------ EXERCISE INPUTS
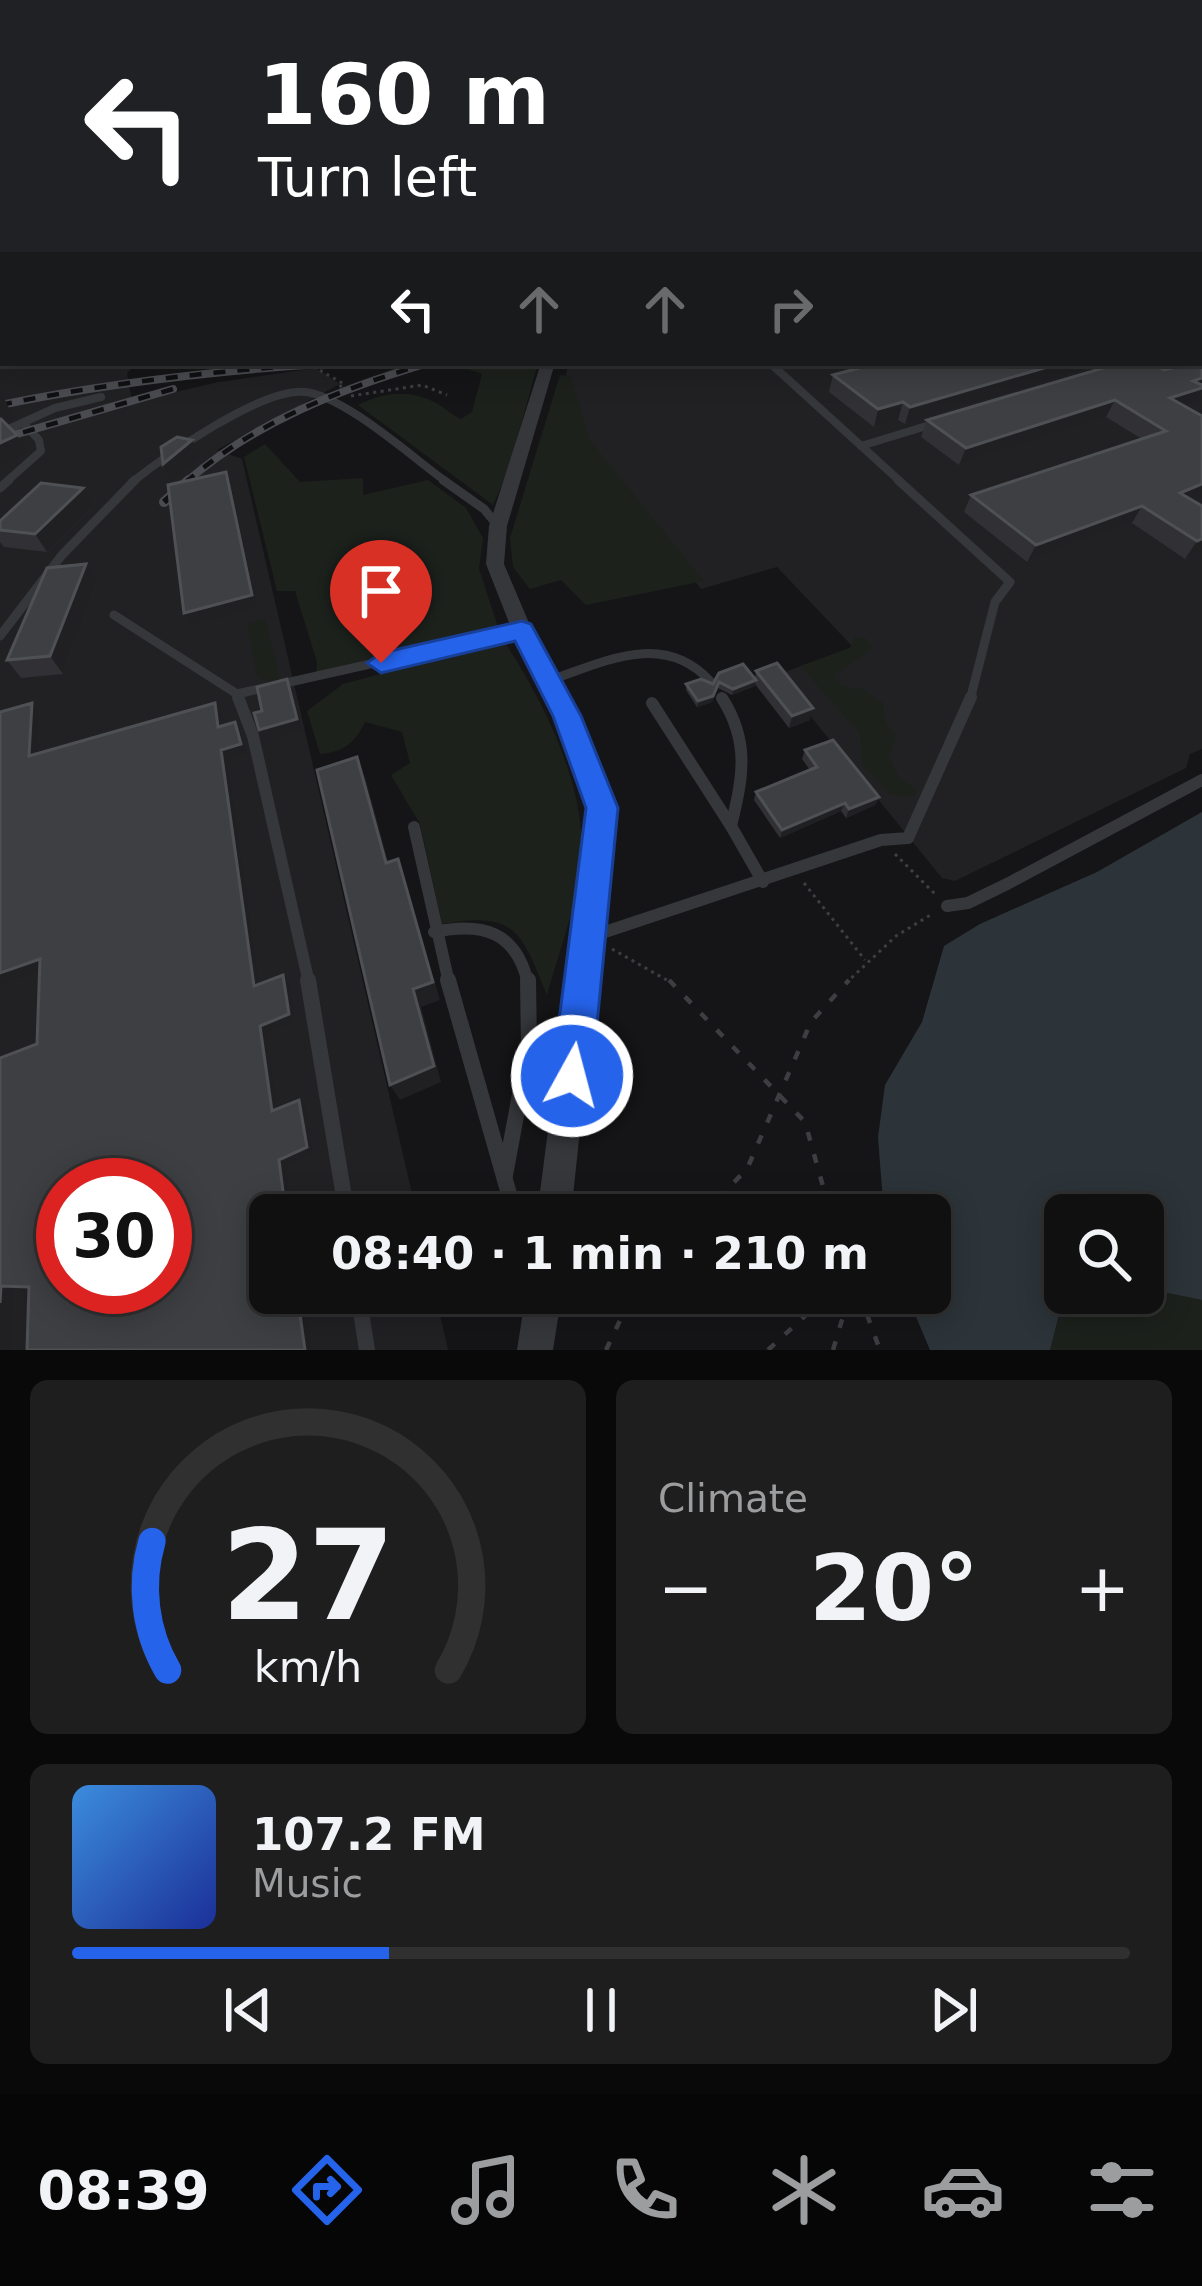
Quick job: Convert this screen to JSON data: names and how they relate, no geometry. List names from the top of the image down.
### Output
{
  "page": {
    "turn": ["160 m", "Turn left"],
    "limit": "30",
    "trip": "08:40 · 1 min · 210 m",
    "tile": "Climate",
    "heat": ["−", "20°", "+"],
    "song": ["107.2 FM", "Music"],
    "tabs": "08:39",
    "gauge": ["27", "km/h"]
  }
}
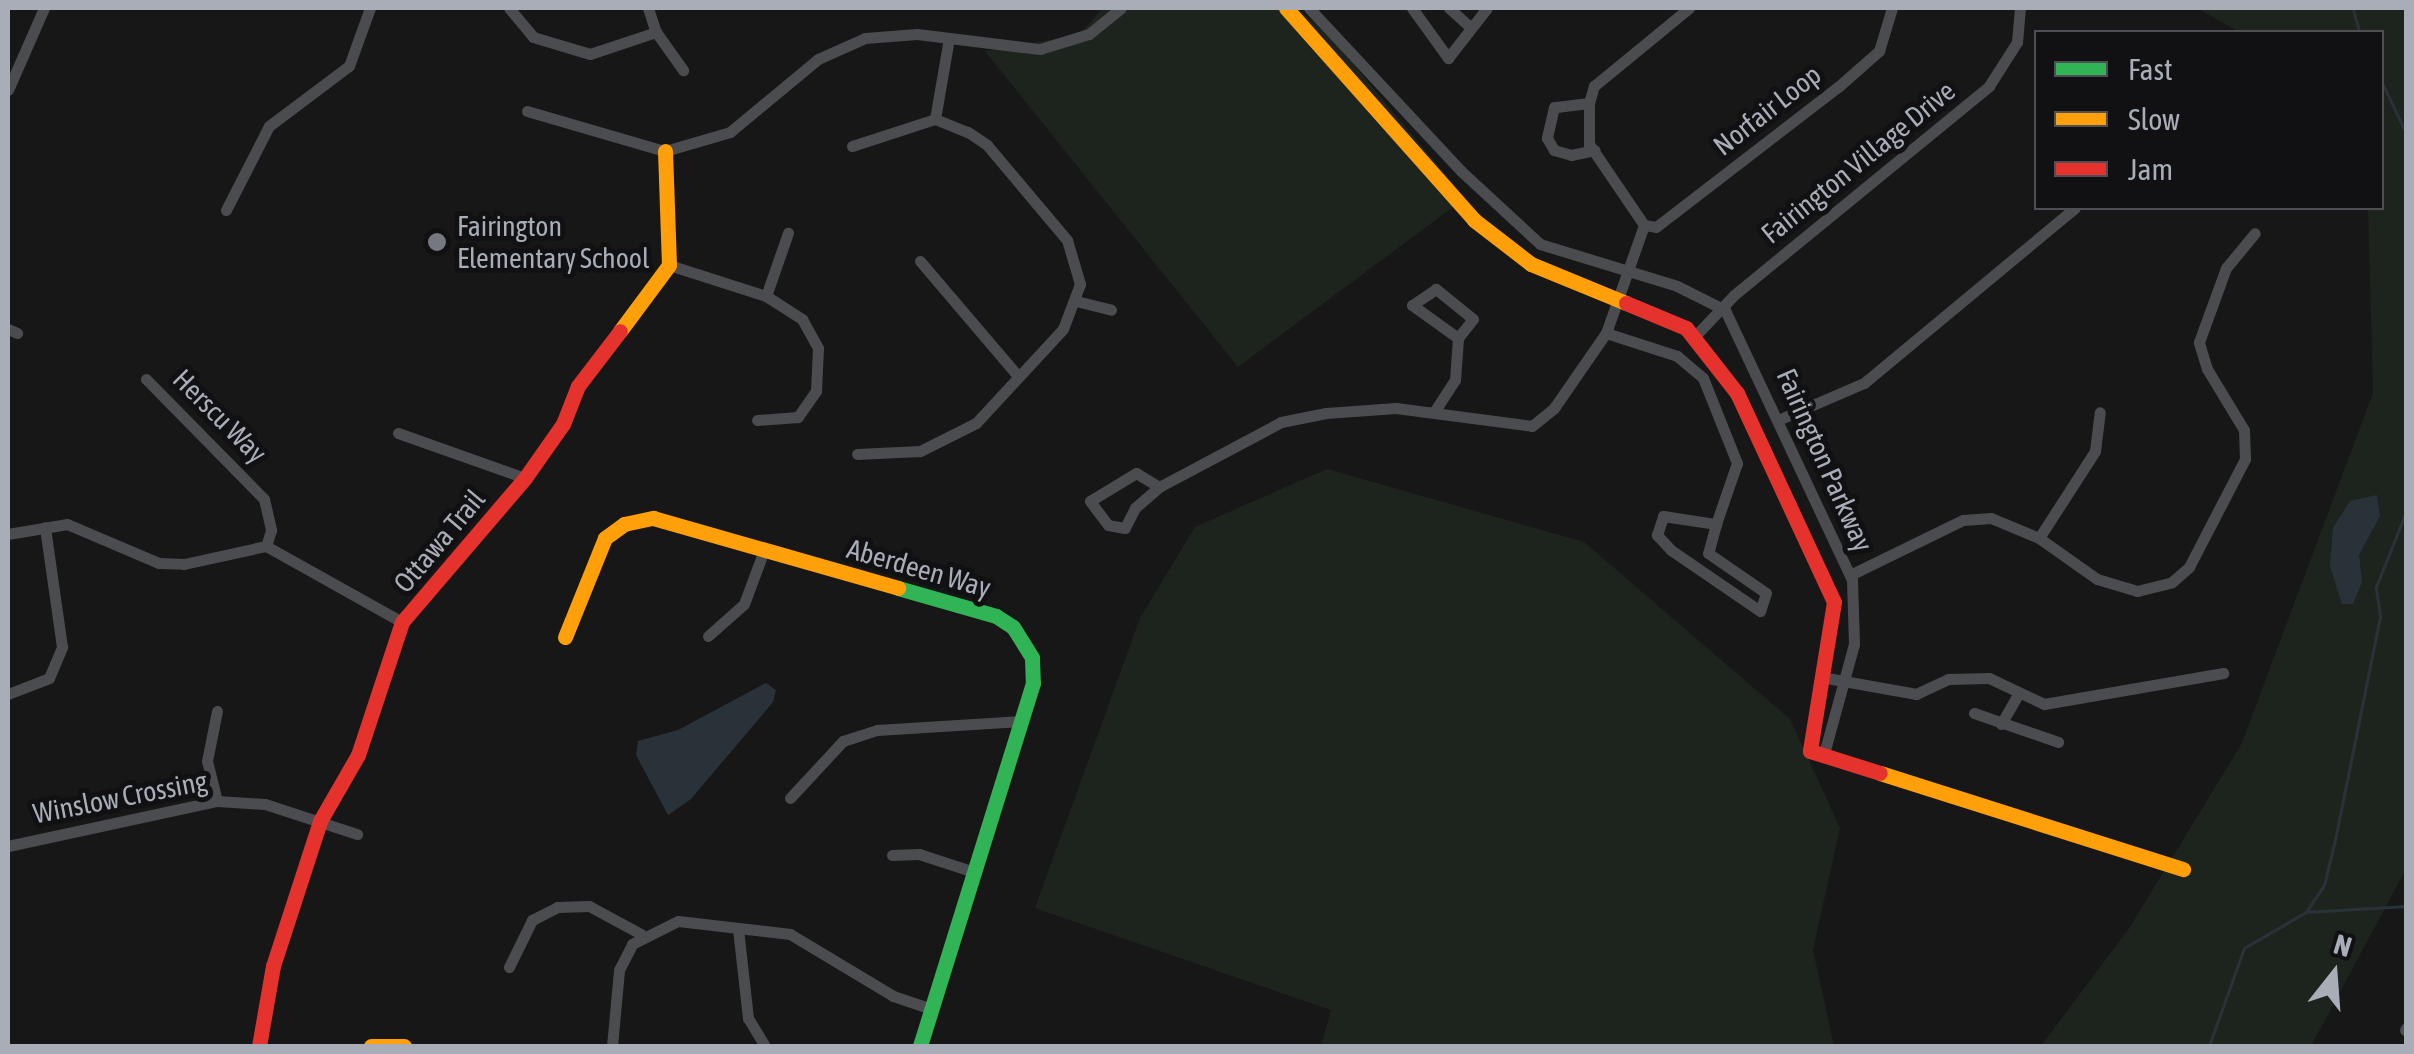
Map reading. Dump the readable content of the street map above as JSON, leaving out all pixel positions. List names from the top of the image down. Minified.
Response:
{"streets":{"street":["Norfair Loop","Fairington Village Drive","Herscu Way","Fairington Parkway","Ottawa Trail","Aberdeen Way","Winslow Crossing"]},"crossings":[["Fairington Village Drive","Fairington Parkway"],["Ottawa Trail","Winslow Crossing"]],"places":["Fairington Elementary School"],"legend":["Fast","Slow","Jam"],"north":"top"}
------------
§ HOW TO COMPLETE THIS TASK
With the pictures left out, output all the entries exactly.

§ THE ANSWER
Quick job: Convert this screen to JSON data: names and how they relate, no geometry. List names from the top of the image down.
### Output
{
  "page": {
    "turn": ["160 m", "Turn left"],
    "limit": "30",
    "trip": "08:40 · 1 min · 210 m",
    "tile": "Climate",
    "heat": ["−", "20°", "+"],
    "song": ["107.2 FM", "Music"],
    "tabs": "08:39",
    "gauge": ["27", "km/h"]
  }
}
Map reading. Dump the readable content of the street map above as JSON, leaving out all pixel positions. List names from the top of the image down. Minified.
Response:
{"streets":{"street":["Norfair Loop","Fairington Village Drive","Herscu Way","Fairington Parkway","Ottawa Trail","Aberdeen Way","Winslow Crossing"]},"crossings":[["Fairington Village Drive","Fairington Parkway"],["Ottawa Trail","Winslow Crossing"]],"places":["Fairington Elementary School"],"legend":["Fast","Slow","Jam"],"north":"top"}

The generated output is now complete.